Thermodynamics of Forming Peptide Bonds

Question

Which of the following shows the correct changes in thermodynamic properties for a chemical reaction in which amino acids are linked to form a protein?

A) +ΔH, +ΔS, +ΔG
B) +ΔH, -ΔS, -ΔG
C) +ΔH, -ΔS, +ΔG
D) -ΔH, -ΔS, +ΔG
E) -ΔH, +ΔS, +ΔG
Answer: C

I know that dehydration is endergonic (+ΔG).

I have two questions:

1. Why is entropy decreasing? In the beginning of the reaction, we have two amino acids. By dehydration, we have at the end two molecules: the two amino acids together and the H₂O molecule. The same number of particles before and after.

2. Why is enthalpy change positive? You made a bond between the two amino acids. That is exothermic.

Answer 1

The energy used to catalyze the peptidyl transferase reaction is from the breakage of the bond between the amino acid in question, and the aminoacyl-tRNA it's attached to. The two reactions are coupled by the ribosome. The ribosome can then lower the entropy by positioning of the molecules (including water) in the active site as described here.

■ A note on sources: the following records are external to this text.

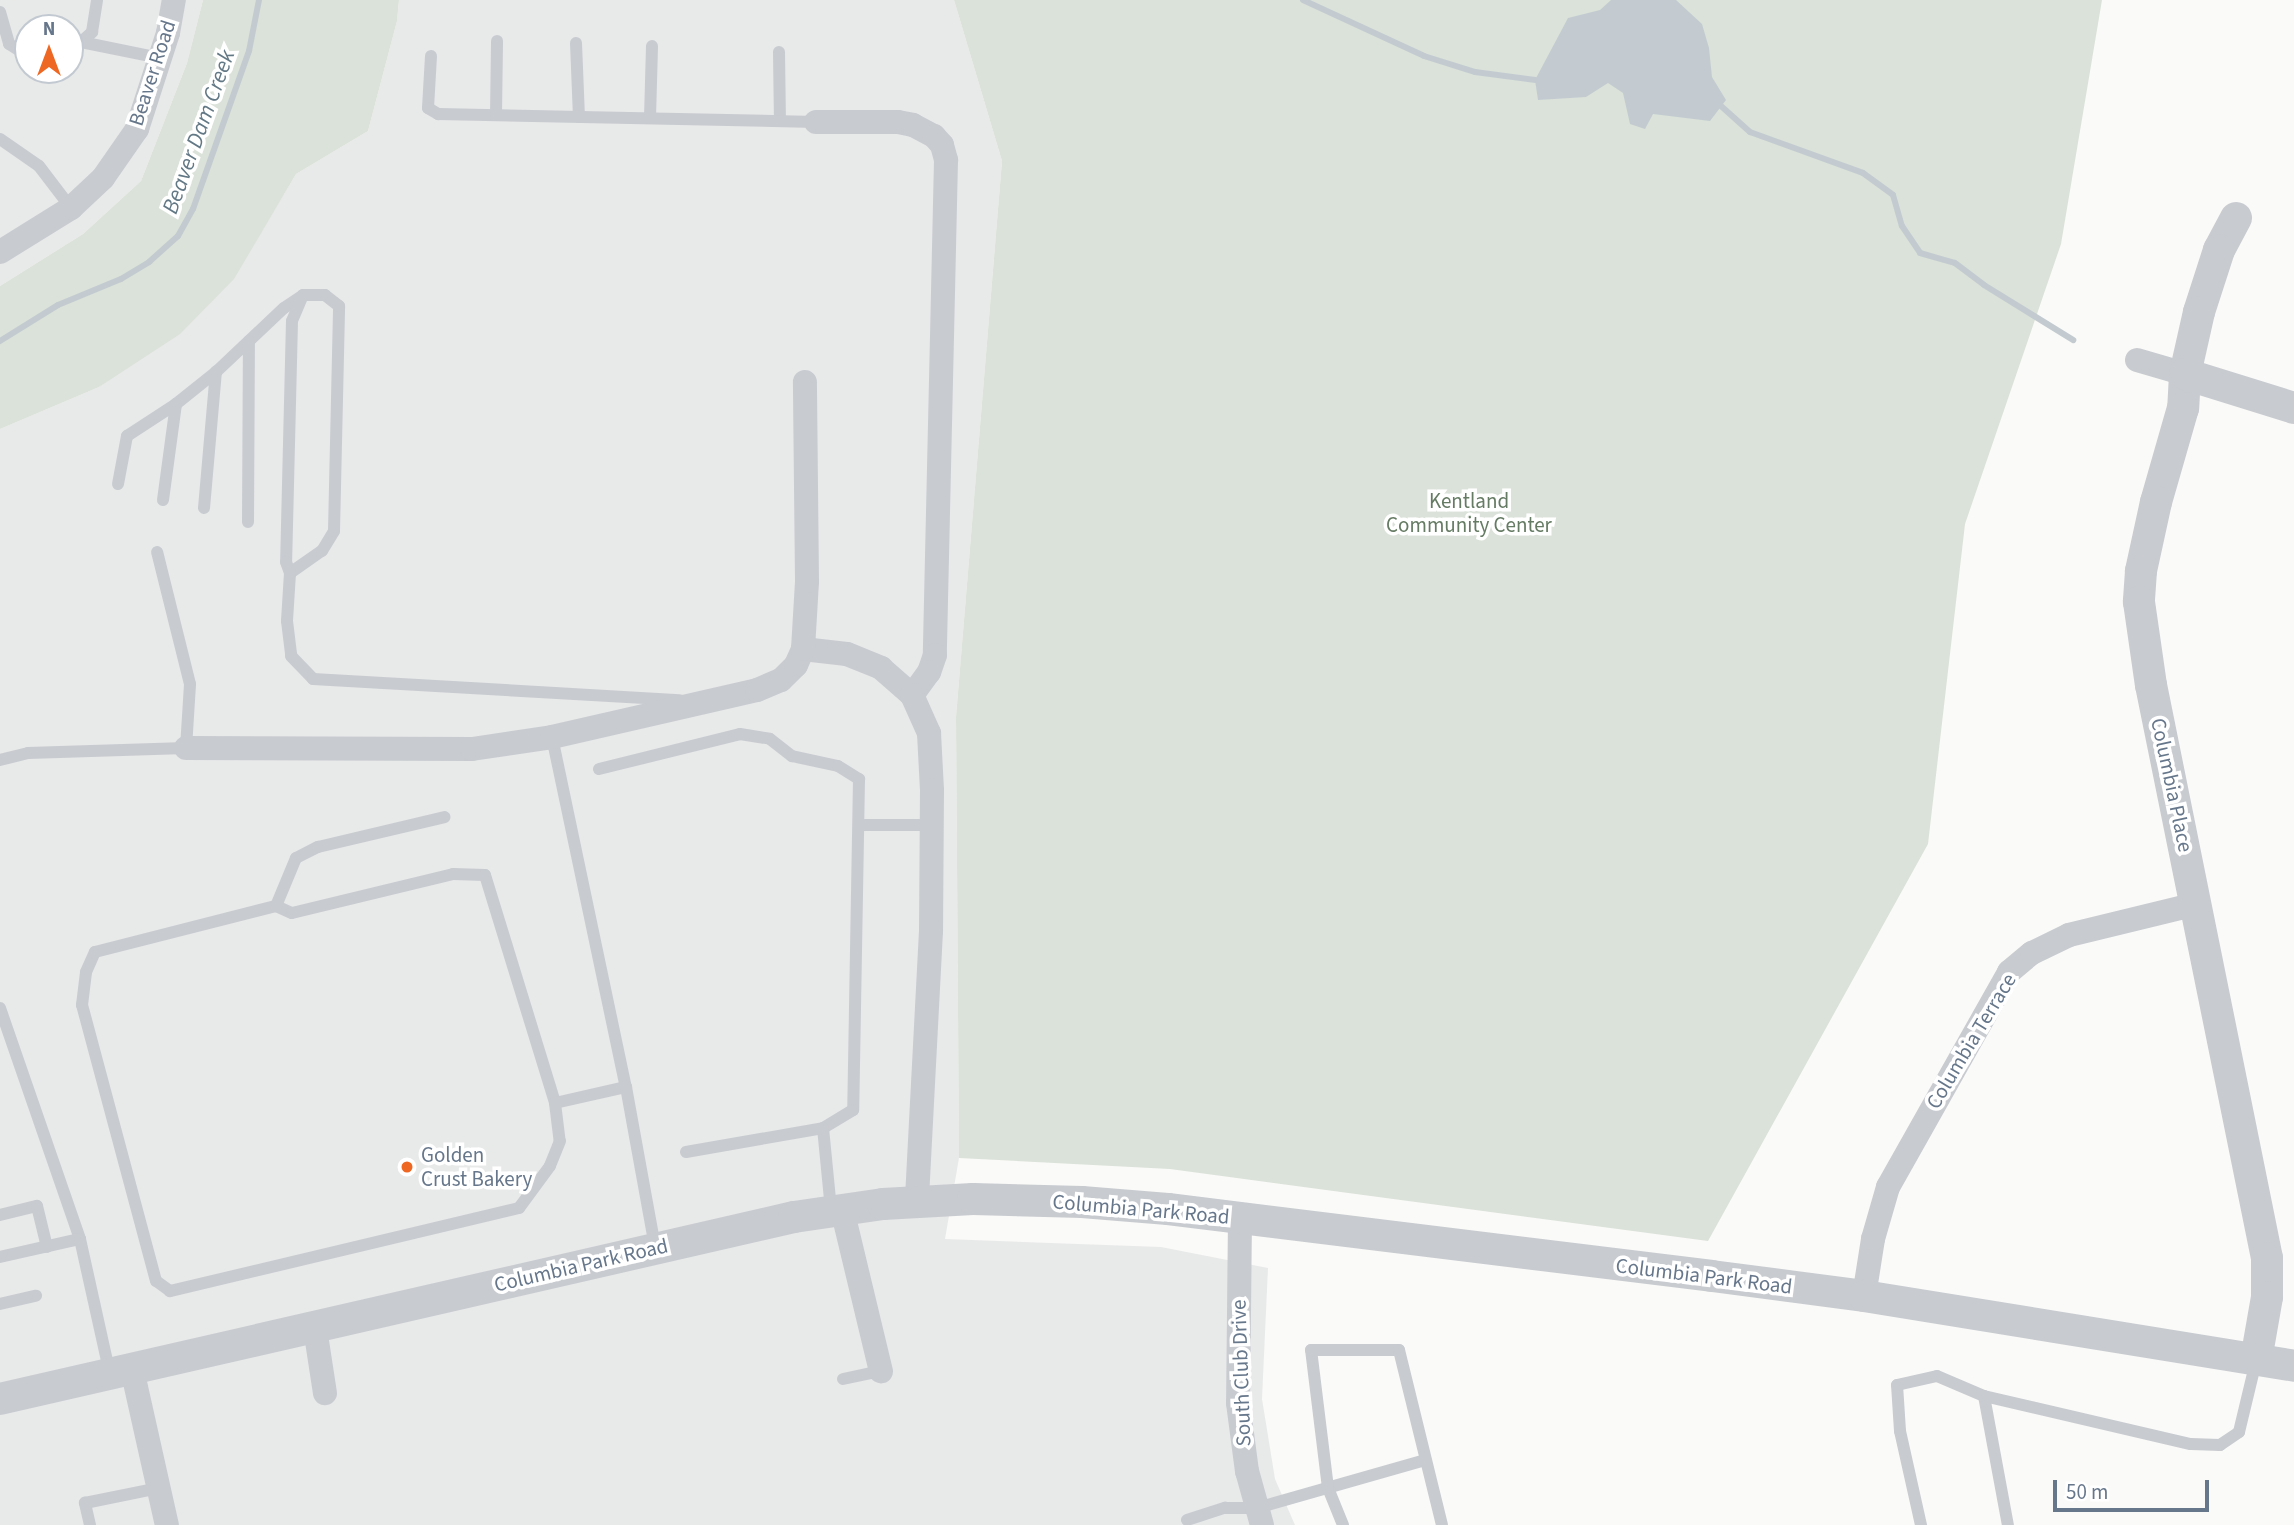 <!DOCTYPE html>
<html>
<head>
<meta charset="utf-8">
<style>
	body { margin:0 }
	#map { position:relative; width:2294px; height:1525px; overflow:hidden; background:#fafaf8; font-family:"Source Sans 3",sans-serif }
	div>[style] { position:absolute }
	[style*='--x'] { left:calc(var(--x)*1px); top:calc(var(--y)*1px); width:calc(var(--w)*1px); rotate:calc(var(--a)*1deg) }
	.built>* { inset:0; background:#e8e9e9 }
	.green>* { inset:0; background:#dbe2d9 }
	.water>* { inset:0; background:#c3cbd1 }
	.stream>* { height:6px; margin:-3px; padding:0 3px; transform-origin:3px; border-radius:3px; background:#c3cbd1 }
	.service>* { height:12px; margin:-6px; padding:0 6px; transform-origin:6px; border-radius:6px; background:#c8cbd0 }
	.minor>* { height:24px; margin:-12px; padding:0 12px; transform-origin:12px; border-radius:12px; background:#c8cbd0 }
	.tertiary>* { height:32px; margin:-16px; padding:0 16px; transform-origin:16px; border-radius:16px; background:#c8cbd0 }
	.dots>* { width:19px; height:19px; translate:-50% -50%; box-sizing:border-box; border:4px solid #fff; border-radius:50% }
	span { translate:-50% -50%; white-space:nowrap; text-align:center; line-height:1.15; -webkit-text-stroke:7px #fff; paint-order:stroke }
	.street-label { font-size:21px; color:#67778b }
	.park-label { font-size:21px; color:#657b63 }
	.poi-label { font-size:21px; color:#67778b }
	.left { translate:0 -50%; text-align:left }
	.water-label { font-size:23px; color:#637885; font-style:italic }
	.north { position:absolute; left:14px; top:14px; width:70px; height:70px; box-sizing:border-box; background:#fff; border:2px solid #c2c9d1; border-radius:50%; rotate:0deg; font-size:19px; font-weight:700; line-height:28px; text-align:center; color:#67778b }
	.north::after { content:''; display:block; margin:auto; width:24px; height:32px; background:#ef6823; clip-path:polygon(50% 0,100% 100%,50% 72%,0 100%) }
	.scale { position:absolute; left:2053px; top:1480px; width:156px; height:32px; box-sizing:border-box; border:4px solid #67778b; border-top:0; padding-left:9px; font-size:21px; line-height:24px; white-space:nowrap; color:#67778b; -webkit-text-stroke:5px #fff; paint-order:stroke }
</style>
</head>
<body>
<div id="map">
	<div class="built">
		<div style="clip-path:polygon(evenodd,0 0,203px 0,187px 63px,141px 181px,83px 234px,0 286px,0 0,28px 28px,70px 28px,70px 70px,28px 70px,28px 28px)"></div>
		<div style="clip-path:polygon(399px 0,954px 0,1002px 161px,956px 717px,959px 1158px,945px 1239px,1161px 1247px,1268px 1268px,1262px 1399px,1275px 1479px,1295px 1525px,0 1525px,0 429px,99px 387px,233px 279px,296px 174px,368px 131px,397px 21px)"></div>
	</div>
	<div class="green">
		<div style="clip-path:polygon(203px 0,399px 0,397px 21px,368px 131px,296px 174px,234px 279px,180px 334px,99px 387px,0 429px,0 286px,83px 234px,141px 181px,187px 63px)"></div>
		<div style="clip-path:polygon(954px 0,2102px 0,2061px 244px,1965px 524px,1928px 844px,1708px 1241px,1170px 1169px,959px 1158px,956px 717px,1002px 161px)"></div>
	</div>
	<div class="water">
		<div style="clip-path:polygon(1611px 0,1676px 0,1702px 24px,1709px 48px,1712px 77px,1726px 100px,1710px 121px,1653px 114px,1645px 129px,1630px 124px,1623px 93px,1608px 83px,1586px 97px,1538px 100px,1535px 80px,1568px 18px,1600px 10px)"></div>
	</div>
	<div class="stream">
		<div style="--x:1303;--y:0;--w:133;--a:24.8"></div>
		<div style="--x:1424;--y:56;--w:53;--a:17.4"></div>
		<div style="--x:1475;--y:72;--w:61;--a:7.6"></div>
		<div style="--x:1721;--y:106;--w:39;--a:42"></div>
		<div style="--x:1750;--y:132;--w:120;--a:19.9"></div>
		<div style="--x:1863;--y:173;--w:37;--a:36"></div>
		<div style="--x:1893;--y:195;--w:32;--a:74"></div>
		<div style="--x:1902;--y:226;--w:32;--a:56"></div>
		<div style="--x:1920;--y:253;--w:36;--a:16"></div>
		<div style="--x:1955;--y:263;--w:36;--a:37"></div>
		<div style="--x:1984;--y:285;--w:105;--a:31.7"></div>
		<div style="--x:0;--y:341;--w:68;--a:-31.8"></div>
		<div style="--x:58;--y:305;--w:68;--a:-22.4"></div>
		<div style="--x:121;--y:279;--w:33;--a:-31"></div>
		<div style="--x:149;--y:262;--w:39;--a:-42"></div>
		<div style="--x:178;--y:236;--w:31;--a:-61"></div>
		<div style="--x:193;--y:209;--w:168;--a:-70.5"></div>
		<div style="--x:249;--y:51;--w:52;--a:-78.9"></div>
	</div>
	<div class="service">
		<div style="--x:0;--y:12;--w:33;--a:74"></div>
		<div style="--x:9;--y:44;--w:22;--a:32"></div>
		<div style="--x:81;--y:42;--w:81;--a:11.4"></div>
		<div style="--x:576;--y:43;--w:74;--a:87.7"></div>
		<div style="--x:70;--y:52;--w:30;--a:-42"></div>
		<div style="--x:92;--y:32;--w:32;--a:-81"></div>
		<div style="--x:779;--y:52;--w:69;--a:89.2"></div>
		<div style="--x:431;--y:56;--w:52;--a:93.3"></div>
		<div style="--x:428;--y:108;--w:12;--a:31"></div>
		<div style="--x:438;--y:114;--w:378;--a:1.2"></div>
		<div style="--x:496;--y:115;--w:74;--a:-89.2"></div>
		<div style="--x:650;--y:118;--w:72;--a:-88.4"></div>
		<div style="--x:0;--y:139;--w:47;--a:34.7"></div>
		<div style="--x:39;--y:166;--w:53;--a:52.7"></div>
		<div style="--x:118;--y:484;--w:49;--a:-79.4"></div>
		<div style="--x:127;--y:436;--w:59;--a:-33.1"></div>
		<div style="--x:176;--y:404;--w:51;--a:-38.7"></div>
		<div style="--x:216;--y:372;--w:93;--a:-43.3"></div>
		<div style="--x:284;--y:308;--w:23;--a:-34"></div>
		<div style="--x:163;--y:500;--w:97;--a:-82.3"></div>
		<div style="--x:204;--y:508;--w:137;--a:-85"></div>
		<div style="--x:248;--y:522;--w:181;--a:-89.7"></div>
		<div style="--x:290;--y:573;--w:39;--a:-35"></div>
		<div style="--x:322;--y:551;--w:23;--a:-59"></div>
		<div style="--x:334;--y:531;--w:225;--a:-88.7"></div>
		<div style="--x:339;--y:306;--w:18;--a:-142"></div>
		<div style="--x:325;--y:295;--w:22;--a:180"></div>
		<div style="--x:303;--y:295;--w:28;--a:113"></div>
		<div style="--x:292;--y:321;--w:241;--a:91.4"></div>
		<div style="--x:286;--y:562;--w:12;--a:70"></div>
		<div style="--x:290;--y:573;--w:48;--a:93.6"></div>
		<div style="--x:287;--y:621;--w:35;--a:83"></div>
		<div style="--x:291;--y:656;--w:32;--a:46"></div>
		<div style="--x:313;--y:679;--w:367;--a:3.3"></div>
		<div style="--x:552;--y:737;--w:358;--a:78.1"></div>
		<div style="--x:626;--y:1087;--w:163;--a:79.7"></div>
		<div style="--x:0;--y:760;--w:29;--a:-14"></div>
		<div style="--x:28;--y:753;--w:158;--a:-1.8"></div>
		<div style="--x:186;--y:748;--w:64;--a:-86.4"></div>
		<div style="--x:190;--y:684;--w:136;--a:-104"></div>
		<div style="--x:599;--y:769;--w:145;--a:-13.9"></div>
		<div style="--x:740;--y:734;--w:30;--a:9"></div>
		<div style="--x:770;--y:739;--w:28;--a:38"></div>
		<div style="--x:792;--y:756;--w:47;--a:12.3"></div>
		<div style="--x:838;--y:766;--w:25;--a:32"></div>
		<div style="--x:859;--y:779;--w:331;--a:91"></div>
		<div style="--x:853;--y:1110;--w:35;--a:149"></div>
		<div style="--x:823;--y:1128;--w:82;--a:84.4"></div>
		<div style="--x:859;--y:825;--w:73;--a:0"></div>
		<div style="--x:453;--y:874;--w:32;--a:2"></div>
		<div style="--x:485;--y:875;--w:239;--a:72.9"></div>
		<div style="--x:555;--y:1103;--w:38;--a:83"></div>
		<div style="--x:560;--y:1141;--w:27;--a:112"></div>
		<div style="--x:550;--y:1166;--w:52;--a:126.4"></div>
		<div style="--x:519;--y:1208;--w:359;--a:166.6"></div>
		<div style="--x:170;--y:1291;--w:17;--a:-144"></div>
		<div style="--x:156;--y:1281;--w:286;--a:-105"></div>
		<div style="--x:82;--y:1005;--w:33;--a:-83"></div>
		<div style="--x:86;--y:972;--w:22;--a:-66"></div>
		<div style="--x:95;--y:952;--w:187;--a:-14.3"></div>
		<div style="--x:276;--y:906;--w:17;--a:24"></div>
		<div style="--x:292;--y:913;--w:166;--a:-13.6"></div>
		<div style="--x:276;--y:906;--w:52;--a:-67.4"></div>
		<div style="--x:296;--y:858;--w:25;--a:-27"></div>
		<div style="--x:318;--y:847;--w:130;--a:-13.3"></div>
		<div style="--x:0;--y:1008;--w:244;--a:70.9"></div>
		<div style="--x:555;--y:1103;--w:73;--a:-12.7"></div>
		<div style="--x:686;--y:1152;--w:139;--a:-9.9"></div>
		<div style="--x:0;--y:1215;--w:38;--a:-14"></div>
		<div style="--x:37;--y:1206;--w:42;--a:76.3"></div>
		<div style="--x:0;--y:1257;--w:82;--a:-12.7"></div>
		<div style="--x:80;--y:1239;--w:138;--a:77.5"></div>
		<div style="--x:0;--y:1304;--w:37;--a:-13"></div>
		<div style="--x:843;--y:1379;--w:39;--a:-12"></div>
		<div style="--x:1984;--y:1396;--w:131;--a:79.5"></div>
		<div style="--x:1187;--y:1520;--w:40;--a:-18"></div>
		<div style="--x:1225;--y:1508;--w:32;--a:0"></div>
		<div style="--x:1257;--y:1508;--w:175;--a:-15.9"></div>
		<div style="--x:90;--y:1525;--w:23;--a:-103"></div>
		<div style="--x:85;--y:1503;--w:76;--a:-11.5"></div>
		<div style="--x:1343;--y:1525;--w:40;--a:-112"></div>
		<div style="--x:1328;--y:1488;--w:139;--a:-97"></div>
		<div style="--x:1311;--y:1350;--w:88;--a:0"></div>
		<div style="--x:1399;--y:1350;--w:180;--a:76.2"></div>
		<div style="--x:1921;--y:1525;--w:96;--a:-102.6"></div>
		<div style="--x:1900;--y:1431;--w:46;--a:-93.7"></div>
		<div style="--x:1897;--y:1385;--w:41;--a:-12.7"></div>
		<div style="--x:1937;--y:1376;--w:51;--a:23.1"></div>
		<div style="--x:1984;--y:1396;--w:212;--a:13.1"></div>
		<div style="--x:2191;--y:1444;--w:29;--a:2"></div>
		<div style="--x:2220;--y:1445;--w:23;--a:-34"></div>
		<div style="--x:2239;--y:1432;--w:73;--a:-76.5"></div>
	</div>
	<div class="minor">
		<div style="--x:816;--y:122;--w:82;--a:0"></div>
		<div style="--x:898;--y:122;--w:15;--a:11"></div>
		<div style="--x:913;--y:125;--w:24;--a:28"></div>
		<div style="--x:934;--y:136;--w:12;--a:48"></div>
		<div style="--x:942;--y:145;--w:16;--a:75"></div>
		<div style="--x:946;--y:160;--w:495;--a:91.3"></div>
		<div style="--x:935;--y:655;--w:18;--a:109"></div>
		<div style="--x:929;--y:672;--w:29;--a:126"></div>
		<div style="--x:0;--y:252;--w:84;--a:-31.8"></div>
		<div style="--x:71;--y:208;--w:44;--a:-43.2"></div>
		<div style="--x:103;--y:178;--w:60;--a:-55.2"></div>
		<div style="--x:137;--y:129;--w:101;--a:-72.1"></div>
		<div style="--x:168;--y:33;--w:34;--a:-80"></div>
		<div style="--x:2137;--y:360;--w:50;--a:16.3"></div>
		<div style="--x:803;--y:649;--w:44;--a:6.5"></div>
		<div style="--x:847;--y:654;--w:37;--a:22"></div>
		<div style="--x:881;--y:668;--w:41;--a:41.1"></div>
		<div style="--x:912;--y:695;--w:42;--a:65.9"></div>
		<div style="--x:929;--y:733;--w:57;--a:87"></div>
		<div style="--x:932;--y:790;--w:141;--a:90.4"></div>
		<div style="--x:931;--y:931;--w:271;--a:93"></div>
		<div style="--x:186;--y:748;--w:286;--a:0.2"></div>
		<div style="--x:472;--y:749;--w:81;--a:-8.5"></div>
		<div style="--x:552;--y:737;--w:210;--a:-12.9"></div>
		<div style="--x:757;--y:690;--w:26;--a:-23"></div>
		<div style="--x:781;--y:680;--w:21;--a:-45"></div>
		<div style="--x:796;--y:665;--w:17;--a:-66"></div>
		<div style="--x:803;--y:649;--w:68;--a:-86.6"></div>
		<div style="--x:807;--y:581;--w:199;--a:-90.6"></div>
		<div style="--x:842;--y:1209;--w:167;--a:76.5"></div>
		<div style="--x:1240;--y:1218;--w:185;--a:90.6"></div>
		<div style="--x:1238;--y:1403;--w:69;--a:82.5"></div>
		<div style="--x:1247;--y:1471;--w:56;--a:74.5"></div>
		<div style="--x:1864;--y:1296;--w:58;--a:-81"></div>
		<div style="--x:1873;--y:1239;--w:54;--a:-73.9"></div>
		<div style="--x:1888;--y:1187;--w:247;--a:-60.6"></div>
		<div style="--x:2009;--y:972;--w:30;--a:-40"></div>
		<div style="--x:2032;--y:953;--w:41;--a:-25.9"></div>
		<div style="--x:2069;--y:935;--w:131;--a:-13.7"></div>
		<div style="--x:315;--y:1328;--w:66;--a:81.3"></div>
		<div style="--x:132;--y:1369;--w:160;--a:77.4"></div>
	</div>
	<div class="tertiary">
		<div style="--x:2236;--y:218;--w:36;--a:118"></div>
		<div style="--x:2219;--y:250;--w:65;--a:107.9"></div>
		<div style="--x:2199;--y:312;--w:64;--a:102.7"></div>
		<div style="--x:2185;--y:374;--w:34;--a:93"></div>
		<div style="--x:2183;--y:408;--w:98;--a:106"></div>
		<div style="--x:2156;--y:502;--w:71;--a:102.3"></div>
		<div style="--x:2141;--y:571;--w:31;--a:94"></div>
		<div style="--x:2139;--y:602;--w:84;--a:81.8"></div>
		<div style="--x:2151;--y:685;--w:585;--a:78.56"></div>
		<div style="--x:2267;--y:1258;--w:39;--a:90"></div>
		<div style="--x:2267;--y:1297;--w:64;--a:99.9"></div>
		<div style="--x:2185;--y:374;--w:114;--a:17.3"></div>
		<div style="--x:0;--y:1399;--w:815;--a:-12.91"></div>
		<div style="--x:794;--y:1217;--w:90;--a:-8.3"></div>
		<div style="--x:883;--y:1204;--w:90;--a:-3.2"></div>
		<div style="--x:973;--y:1199;--w:109;--a:1.6"></div>
		<div style="--x:1082;--y:1202;--w:86;--a:4.7"></div>
		<div style="--x:1168;--y:1209;--w:548;--a:7.02"></div>
		<div style="--x:1712;--y:1276;--w:153;--a:7.5"></div>
		<div style="--x:1864;--y:1296;--w:436;--a:9.2"></div>
	</div>
	<div class="dots">
		<div style="left:407px;top:1167px;background:#ef6823"></div>
	</div>
	<div class="street-label">
		<span style="left:152px;top:73px;rotate:-72deg">Beaver Road</span>
		<span style="left:2172px;top:785px;rotate:78deg">Columbia Place</span>
		<span style="left:1971px;top:1041px;rotate:-59deg">Columbia Terrace</span>
		<span style="left:1141px;top:1209px;rotate:5deg">Columbia Park Road</span>
		<span style="left:581px;top:1265px;rotate:-13deg">Columbia Park Road</span>
		<span style="left:1704px;top:1276px;rotate:7deg">Columbia Park Road</span>
		<span style="left:1241px;top:1373px;rotate:-92deg">South Club Drive</span>
	</div>
	<div class="park-label">
		<span style="left:1469px;top:513px">Kentland<br>Community Center</span>
	</div>
	<div class="poi-label">
		<span class="left" style="left:421px;top:1167px">Golden<br>Crust Bakery</span>
	</div>
	<div class="water-label">
		<span style="left:199px;top:132px;rotate:-70deg">Beaver Dam Creek</span>
	</div>
	<div class="north">N</div>
	<div class="scale">50 m</div>
</div>
</body>
</html>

So we have our reaction ΔG = ΔH - TΔS

Your ΔG is positive because your reaction is endergonic, and the ΔH is positive because the peptide bond is the system, and you're absorbing energy to form it. The entropy is decreasing as such (removing enerygy = removing heat from outside the system), and the actual reaction for the formation of a peptide bond is unfavorable. As I mention above, this unfavorable reaction is coupled to a favorable reaction in the hydrolysis of an aminoacyl-tRNA to make it possible. What I forgot to mention above is that the ribosome is making this more favorable as well by decreasing the activation entropy for the reaction, and that's what they describe in the linked journal.